This wad of herringbone fabric dates back to the 1940s and is from my great-uncle’s store in Liberec in the Czech Republic. It is mentioned in my memoir Jumping Over Shadows on page 13.
Welcome to Day 4 of my countdown towards my online course Capturing Family History in a Book of My Things, which begins on January 16, 2022. Each day I am sharing a story about a family object, including tidbits of my process putting it together. I hope that’ll give you some ideas and inspire you to come up with your own stories. And of course I’d love it if you joined the course!
As I was writing about my parents’ steamer trunk yesterday, I remembered one of its precious pieces of content:
A wad of fine herringbone fabric, dating to the 1940s. It’s from my great-uncle’s textile store in Liberec (then called Reichenberg) in what is now the Czech Republic.
As mentioned in yesterday’s post, I store all my yet unused fabric (from my past of prolific sewing) in the steamer trunk. The herringbone from my great-uncle’s store is seen here in the lower left corner.
This is the only photo I have of my great-uncle Guido (left), pictured her with my grandfather Karl.
This herringbone also appears in my memoir Jumping Over Shadows, as my Jewish great-uncle Guido plays a critical role in the beginning of the book.
This passage is from page 13:
Guido continued to run his successful textile business on Bahnhofstrasse, selling fine fabrics and sewing notions to tailors and haberdashers. Contrary to his leftist politics [he and my grandfather had served as Social-Democrats on the city council), he was conservative in business and kept a steady customer base in the merchants of the surrounding rural communities. I still have a wad of fine wool herringbone from his store. It has the stale smell of dust now, having spent more than eighty years in closets and trunks.
“Das ist noch aus dem Geschäft”—this is still from the store—my grandmother used to say when we fingered this fabric, which she kept in the armoire in her bedroom. Resi [Guido’s wife and her sister-in-law] must have given it to her when it was one of the few gifts of value she could still make. The herringbone is of superior quality, tightly woven and a bit scratchy, perfect for the fine men’s suit it never became.
The story of Guido’s textile business is a particularly poignant one in my family history.
Being a Jewish business, he was prone to loose it when the Nazis took over their area of Czechoslovakia (the “Sudetenland”) in 1938. He and his wife Resi, my great-aunt, decided to divorce, ostensibly so she, as an “Aryan,” could continue to run the business. At that time Guido was already ill from diabetes, and he died in a local sanatorium in December 1938. My grandparents made all the funeral arrangements as Resi, as the divorced wife, had to keep up appearances and thus kept her distance.
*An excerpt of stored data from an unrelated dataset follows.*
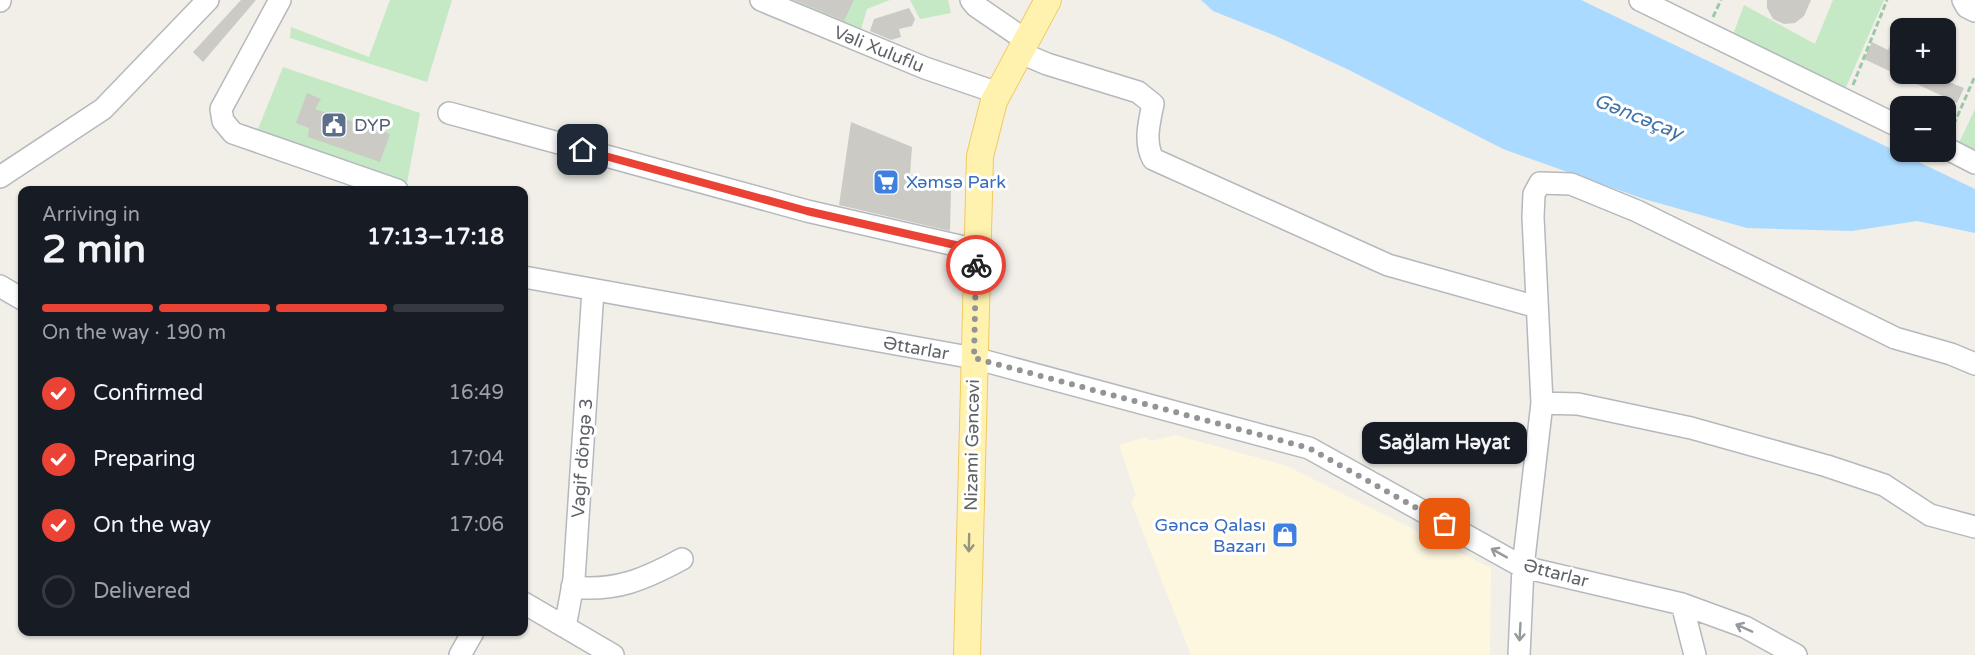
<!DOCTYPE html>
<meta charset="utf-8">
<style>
body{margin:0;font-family:"Varela Round",sans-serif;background:#242831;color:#f1f3f6;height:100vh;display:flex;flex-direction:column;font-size:22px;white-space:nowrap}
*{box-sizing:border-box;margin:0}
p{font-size:20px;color:#9ea1a6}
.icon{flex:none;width:33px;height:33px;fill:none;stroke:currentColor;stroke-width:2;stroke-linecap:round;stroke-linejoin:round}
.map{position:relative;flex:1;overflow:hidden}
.details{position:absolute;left:18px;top:186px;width:510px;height:450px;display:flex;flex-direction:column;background:#171b24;border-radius:12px;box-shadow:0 2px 4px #0004}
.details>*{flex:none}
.controls{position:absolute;left:1890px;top:18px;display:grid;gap:12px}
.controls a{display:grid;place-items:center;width:66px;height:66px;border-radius:12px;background:#171b24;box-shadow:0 2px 4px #0004;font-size:30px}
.pin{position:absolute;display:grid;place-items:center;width:51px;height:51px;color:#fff;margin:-26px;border-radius:12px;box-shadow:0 3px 9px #0006}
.courier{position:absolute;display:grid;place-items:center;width:60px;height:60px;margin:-30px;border:4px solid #ea4335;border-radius:50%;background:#fff;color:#222;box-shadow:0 2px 8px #0007}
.bubble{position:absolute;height:42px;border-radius:12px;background:#171b24;box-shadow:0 2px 4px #0004;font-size:20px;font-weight:700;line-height:42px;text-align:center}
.overview em{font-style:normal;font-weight:700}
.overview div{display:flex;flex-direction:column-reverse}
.overview{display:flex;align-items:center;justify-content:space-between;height:102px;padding:0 24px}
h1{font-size:39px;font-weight:700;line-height:45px}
.bar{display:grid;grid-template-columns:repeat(4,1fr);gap:9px 6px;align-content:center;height:72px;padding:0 24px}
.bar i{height:8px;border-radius:4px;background:#363941}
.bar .active{background:#ea4335}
.bar p{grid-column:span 4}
ol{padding:0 24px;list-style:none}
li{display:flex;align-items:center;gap:18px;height:66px}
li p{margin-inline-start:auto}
li .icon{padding:6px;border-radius:50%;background:#ea4335;color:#fff;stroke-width:4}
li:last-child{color:#9ea1a6}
li i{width:33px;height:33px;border:3px solid #363941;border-radius:50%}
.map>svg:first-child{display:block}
.commercial{fill:#fef7e0}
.green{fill:#c5e8c5}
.water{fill:#aadaff}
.building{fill:#cccac5}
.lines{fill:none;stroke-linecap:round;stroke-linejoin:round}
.minor-casing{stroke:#b5b8bc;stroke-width:24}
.major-casing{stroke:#f2c960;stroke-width:28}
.path{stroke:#9cc7a9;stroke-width:3;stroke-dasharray:6 3;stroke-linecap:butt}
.minor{stroke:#fff;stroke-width:21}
.major{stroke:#fff2af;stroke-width:26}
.oneway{stroke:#979581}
.oneway2{stroke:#979a9d}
.done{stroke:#929495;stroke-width:6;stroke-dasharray:0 10.8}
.route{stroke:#ea4335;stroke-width:8}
.labels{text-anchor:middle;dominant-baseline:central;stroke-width:6;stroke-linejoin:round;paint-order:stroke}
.street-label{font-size:18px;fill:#5f6368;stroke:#fff}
.service-label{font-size:18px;fill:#4e5e75;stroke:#fff;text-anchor:start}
.shop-label{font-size:18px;fill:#366cbe;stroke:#fff;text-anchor:start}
.water-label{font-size:20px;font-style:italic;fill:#4174aa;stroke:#fff}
</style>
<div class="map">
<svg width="1975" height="655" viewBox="0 0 1975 655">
<rect width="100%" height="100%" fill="#f1efe8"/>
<path class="commercial" d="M1175 435 1287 466 1491 568 1490 655H1191L1131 502 1136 495 1119 445 1146 437 1151 441Z"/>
<path class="green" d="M390 0H452L427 82 290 38 291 27 369 57Z
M777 0H890L867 9 860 33Z
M910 0H948L951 13 920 19Z
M1833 0H1884L1843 94 1731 40 1744 5 1815 44Z
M283 67 420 113 407 183 258 129Z
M1975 109V157L1957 147Z"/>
<path class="water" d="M1201 0H1581L1975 189V233L1917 221 1852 231 1747 228 1644 199 1503 149 1349 70 1278 37 1213 11Z"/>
<path class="building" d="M241 0H256L203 62 193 52Z
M794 0H854L844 21Z
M1767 0H1811L1804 16 1795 23 1784 24 1773 19 1767 8Z
M909 8 915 19 912 26 899 29 901 37 891 40 870 31 874 19Z
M1900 21V74H1955L1949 82 1964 88 1957 103 1864 59 1872 42 1888 50Z
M307 93 321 99 315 109 390 134 380 162 308 137 309 128 296 123Z
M851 122 912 147 910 174 951 189 950 231 839 205Z"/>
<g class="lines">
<g class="minor-casing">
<path id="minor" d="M280 0 221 109 223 121 233 133 397 190
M761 0 925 68 998 93
M971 0 976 6 1027 41
M1640 0 1900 127
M1963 0 1967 7 1975 11
M0 1V0
M1021 53 1047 64 1138 92 1153 104C1149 123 1144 142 1153 159L1388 265 1537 307
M449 113 807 211 977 250
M1946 148 1975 163
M0 177 103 109 208 0
M524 277 974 358 1309 448 1523 567 1682 604 1745 627 1796 655
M0 286 22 299
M1542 403 1578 404 1691 428 1827 466 1884 485 1930 515 1975 527
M572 587C616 592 645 579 682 559
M524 603 613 655
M1682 604 1695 655
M565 627 574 579 593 290
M460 655 473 632
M1519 655 1523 567 1542 403 1533 217 1534 194 1540 183 1571 184 1637 211 1895 338 1951 354 1975 364"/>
</g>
<g class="major-casing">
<path id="major" d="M967 655 980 156 994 101 1048 0"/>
</g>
<path class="path" d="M1713 17 1721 0
M1853 85 1887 0
M1950 133 1975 76"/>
<use href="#minor" class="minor"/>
<use href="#major" class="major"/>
</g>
<defs><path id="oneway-shaft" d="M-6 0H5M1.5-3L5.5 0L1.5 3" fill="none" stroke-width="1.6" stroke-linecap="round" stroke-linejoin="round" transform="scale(1.5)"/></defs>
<use class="oneway" href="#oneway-shaft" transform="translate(969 543) rotate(91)"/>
<g class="oneway2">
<use href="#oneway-shaft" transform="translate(1499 553) rotate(-151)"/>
<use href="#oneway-shaft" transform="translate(1744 628) rotate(-156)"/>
<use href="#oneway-shaft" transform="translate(1520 632) rotate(93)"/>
</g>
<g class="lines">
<path class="done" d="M976 265 974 358 1309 448 1445 524"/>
<path class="route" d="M583 150 807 211 977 250 976 265"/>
</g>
<defs>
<g id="civic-square" transform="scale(1.35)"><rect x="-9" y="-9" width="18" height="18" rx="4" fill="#5c6f8a" stroke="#fff"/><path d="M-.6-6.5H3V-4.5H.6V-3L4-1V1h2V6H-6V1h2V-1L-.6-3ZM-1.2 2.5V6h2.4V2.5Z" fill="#fff"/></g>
<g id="supermarket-square" transform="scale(1.35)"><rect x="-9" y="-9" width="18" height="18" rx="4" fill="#3f7fe0" stroke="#fff"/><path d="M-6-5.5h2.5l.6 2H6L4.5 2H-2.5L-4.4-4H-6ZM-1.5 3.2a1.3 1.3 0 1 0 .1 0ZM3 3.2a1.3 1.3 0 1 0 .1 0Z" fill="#fff"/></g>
<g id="shop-square" transform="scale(1.35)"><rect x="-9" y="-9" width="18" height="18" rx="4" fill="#3f7fe0" stroke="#fff"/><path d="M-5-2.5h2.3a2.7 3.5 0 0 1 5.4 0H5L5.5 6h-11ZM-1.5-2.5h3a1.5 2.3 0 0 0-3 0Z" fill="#fff"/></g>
</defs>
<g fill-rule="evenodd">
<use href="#civic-square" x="334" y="125"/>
<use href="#supermarket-square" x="886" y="182"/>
<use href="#shop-square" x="1285" y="535"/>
</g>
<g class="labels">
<g class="street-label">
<text transform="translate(879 49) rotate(22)">Vəli Xuluflu</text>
<text transform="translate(916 348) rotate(10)">Əttarlar</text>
<text transform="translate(972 445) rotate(-89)">Nizami Gəncəvi</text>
<text transform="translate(582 458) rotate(-86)">Vagif döngə 3</text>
<text transform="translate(1556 573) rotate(15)">Əttarlar</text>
</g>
<g class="service-label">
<text x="354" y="125">DYP</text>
</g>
<g class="shop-label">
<text x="906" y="182">Xəmsə Park</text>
<text x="1266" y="525" text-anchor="end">Gəncə Qalası<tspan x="1266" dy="21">Bazarı</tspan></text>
</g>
<g class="water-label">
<text transform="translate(1638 117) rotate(22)">Gəncəçay</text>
</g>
</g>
</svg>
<div class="controls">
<a>+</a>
<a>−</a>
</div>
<div class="pin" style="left:1445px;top:524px;background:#ea580c"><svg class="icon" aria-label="bag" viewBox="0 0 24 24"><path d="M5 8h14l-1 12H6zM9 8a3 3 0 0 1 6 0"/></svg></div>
<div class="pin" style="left:583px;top:150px;background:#1f2937"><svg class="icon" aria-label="home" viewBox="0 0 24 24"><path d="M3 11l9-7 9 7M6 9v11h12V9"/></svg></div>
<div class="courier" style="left:976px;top:265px"><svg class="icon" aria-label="bike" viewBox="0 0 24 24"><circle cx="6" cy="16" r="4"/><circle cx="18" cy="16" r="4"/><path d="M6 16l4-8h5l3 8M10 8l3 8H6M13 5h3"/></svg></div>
<div class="bubble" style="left:1362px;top:422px;width:165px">Sağlam Həyat</div>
<section class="details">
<div class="overview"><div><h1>2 min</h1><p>Arriving in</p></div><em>17:13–17:18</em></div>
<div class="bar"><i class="active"></i><i class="active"></i><i class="active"></i><i></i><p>On the way · 190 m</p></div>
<ol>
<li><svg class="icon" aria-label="check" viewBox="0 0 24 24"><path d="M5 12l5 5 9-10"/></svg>Confirmed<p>16:49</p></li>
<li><svg class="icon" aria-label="check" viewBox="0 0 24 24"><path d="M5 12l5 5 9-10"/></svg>Preparing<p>17:04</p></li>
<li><svg class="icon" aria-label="check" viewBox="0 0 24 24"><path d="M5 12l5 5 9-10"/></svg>On the way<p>17:06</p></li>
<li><i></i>Delivered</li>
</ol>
</section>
</div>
More about that history in my article Filling in the Blanks on my Jewish Family History. Suffice it to say that, after my book manuscript was already finished, I did find Guido’s store mentioned in Reichenberg und seine jüdischen Bürger [Reichenberg and its Jewish citizens) by Isa Engelmann, published in 2012:
Translation: Here let’s also mention the company J.L. Knina, probably the oldest wholesale business for manufactured items in Reichenberg, founded in 1978 by the Prague merchant Joachim Ludwig Knina (1845-1903) and managed, after 1938, by his daughter-in-law Theresia [my great-aunt Resi], who wasn’t subject to the racial laws. The founder of the company had been member of the temple-building committee. His son Guido had been a Social-Democrat city councilman from 1919-1923. He died in December 1938 in Reichenberg.
It is always a good thing to find your family’s oral history confirmed in a history book!
Today I spread out the herringbone fabric and got its dimensions.
I wonder if I could use it to upholster an armchair? We’ll see if it is enough fabric but I really would like to give it life beyond the trunk. What do you think?
As I unfolded the fabric, I noticed this wispy slip of pattern paper folded in along its entire length.
Clearly it was there as a measurement, see its markers in meters. This sent shivers down my spine. It must be original to Guido’s store!
How very moving to touch the past in this “measurable” way!
Note on process: It always amazes me that, when I look more closely, I continue to discover something new about a family object. And here I thought I already knew everything there was to know! I think that rather mindful aspect of writing about a family object, namely really examining it, and possibly researching its history, is part of what makes this such a meaningful pursuit. It creates a true sense of groundedness, even for someone like me who grew up between two countries.